2. It can work to reduce prison populations over time.
Proposition 57 can help to address the critical overcrowding issues that are happening in California prisons right now. The goal of this legislation is to keep the dangerous felons behind bars while encouraging non-violent offenders to embrace rehabilitation so that they can re-enter society. Since the current sentencing system is inefficient and expensive, there could be tens of millions of dollars in savings over the next decade as all of the programs authorized by this legislation make their way through the criminal justice system.
In 2011, the federal court system ordered the state to reduce their prison population to 137.5% of capacity or face the mandatory release of prisoners.
3. It changes how the juvenile justice system treats offenders of adult crimes.
Youths under the age of 18 who are accused of committing a crime are usually prosecuted in juvenile court. The judges in this situation will then determine the placement and treatment for the child with the goal of rehabilitating them before they become an adult. When teens between the ages of 14-18 are accused of a violent felony like murder or specific sexually-related offenses, then they can be tried in adult court at the discretion of the prosecutor before Prop 57.
This legislation changes the state law to require youths to have a hearing with a juvenile court judge to determine whether they should be transferred to adult court. That means the judge now makes the decision instead of the prosecutor.
4. There is now a greater proportion of violent offenders in state prisons.
Many of the reforms that have passed in California since 2009, including Proposition 57, have directed many offenders from state to county supervision. This process has cut the number of inmates sent to prison for specific drug or property crimes. There are also reduced sentencing guidelines in place that cut down the time that convicted individuals must spend behind bars with some non-violent crimes.

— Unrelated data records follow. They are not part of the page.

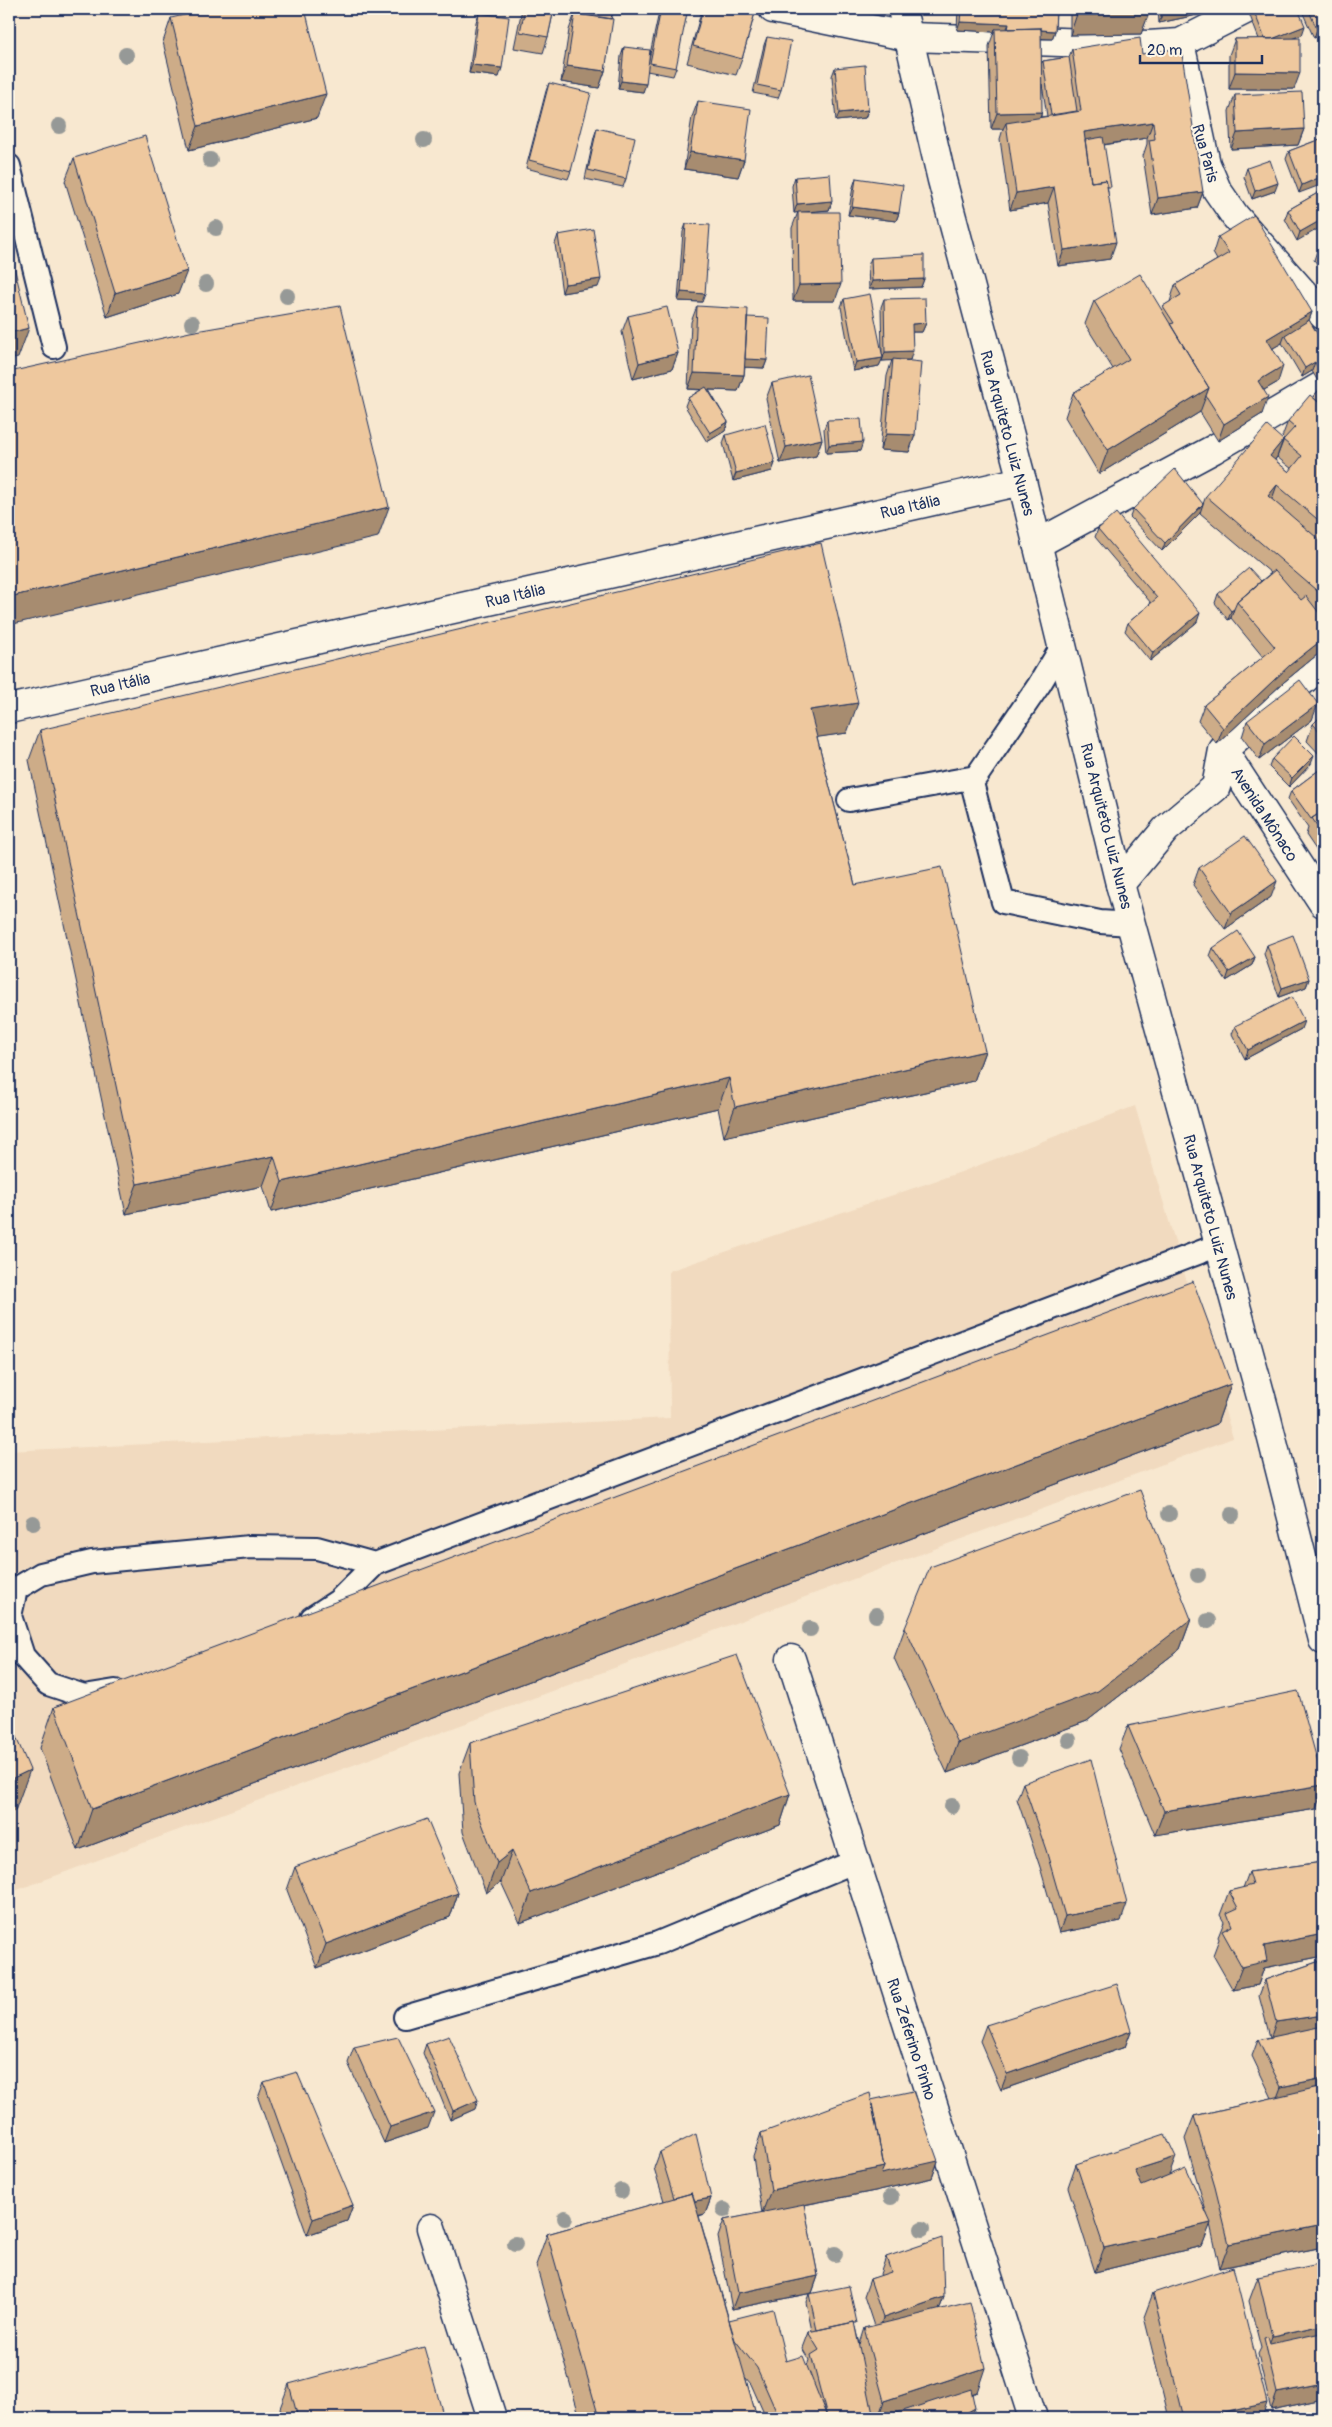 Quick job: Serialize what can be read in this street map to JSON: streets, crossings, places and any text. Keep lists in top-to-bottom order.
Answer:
{
  "streets": {
    "street": [
      "Rua Paris",
      "Rua Arquiteto Luiz Nunes",
      "Rua Itália",
      "Avenida Mônaco",
      "Rua Zeferino Pinho"
    ]
  },
  "crossings": [
    ["Rua Arquiteto Luiz Nunes", "Rua Itália"]
  ],
  "scale_bar": "20 m"
}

The majority of offenders in state prison are now serving terms for serious, violent, or sex-related offenses or have completed a term for one. Since 2008, the proportion of prisoners convicted of violent acts rose from 71% to 91% in the state prison population, with 1 in 4 people serving a life sentence.

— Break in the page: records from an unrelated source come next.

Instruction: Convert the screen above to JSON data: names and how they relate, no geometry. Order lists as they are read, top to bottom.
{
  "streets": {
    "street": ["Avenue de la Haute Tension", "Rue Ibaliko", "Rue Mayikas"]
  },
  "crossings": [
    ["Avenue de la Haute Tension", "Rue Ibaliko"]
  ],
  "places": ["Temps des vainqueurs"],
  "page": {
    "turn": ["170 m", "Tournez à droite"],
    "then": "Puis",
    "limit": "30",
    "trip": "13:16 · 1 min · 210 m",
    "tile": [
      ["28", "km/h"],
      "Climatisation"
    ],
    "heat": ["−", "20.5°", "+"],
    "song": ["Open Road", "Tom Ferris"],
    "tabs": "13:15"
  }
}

5. The prison population is continuing to age in California after Prop 57.
Proposition 57 is causing the prison population in California to continue getting older, which means more people are being released through this process while those who deserve to stay behind bars are doing so. The share of prisoners above the age of 50 went from 4% to 23%, while those under the age of 25 fell from 20% to 11%. That means the average age of an inmate in the system today is about 40.
Although this benefit does come with some future challenges to consider, such as how to provide healthcare to this population, it also means that more young people are staying out of prison, not returning, or taking advantage of the release opportunities.
6. It eliminates the risk of a court-ordered release of prisoners without structure.
If the ongoing population reduction benefits with Prop 57 and other legislative efforts did not work for the California criminal justice system, then the state risked a court-ordered release of prisoners with potentially violent tendencies because of the conditions in jails and prisons. Billions of dollars of taxpayer money would be wasted in that scenario and the general public would be less safe.
The structure of Prop 57 eliminates that risk because it provides a common-sense, long-term solution that encourages rehabilitation while saving money and keep those who need to stay in prison there.
List of the Cons of Prop 57
1. California law does not specify which crimes are considered violent.
Prop 57 says that is applies to only non-violent criminals, but it does not specify which crimes it actually considered to be violent. Under the current state law, there are just 23 felonies which receive a violence classification, including some (but not all) forms of rape, robbery, and murder. Drugging someone and then having sex with that person without their consent does not qualify as a violent act. That would mean this legislation could provide for an early release for that individual despite their potential harm to the community.
“I think the thing that makes my blood boil is it’s a lie,” said District Attorney Lisa Smittcamp to a group of California police chiefs and reported on by ABC 30. “The title of the initiative is a lie. They are not nonviolent people.”
2. African-Americans are still over-represented in the population.
About 30% of the male prisoners who are housed in state prisons in California are African-Americans, while only 6% of the residents of the state are part of this racial minority. The incarceration rate in CA for African-American men is 4,180 per 100,000 people, but white men are imprisoned at a rate of only 420 per 100,000 people. Even Latino men are incarcerated at twice the rate of whites.
Proposition 57 may reduce the number of non-violent offenders that taxpayers are supporting in prisons and jails, but it is not changing the socioeconomic factors that lead more minorities to serve time behind bars when compared to people from Caucasian descent.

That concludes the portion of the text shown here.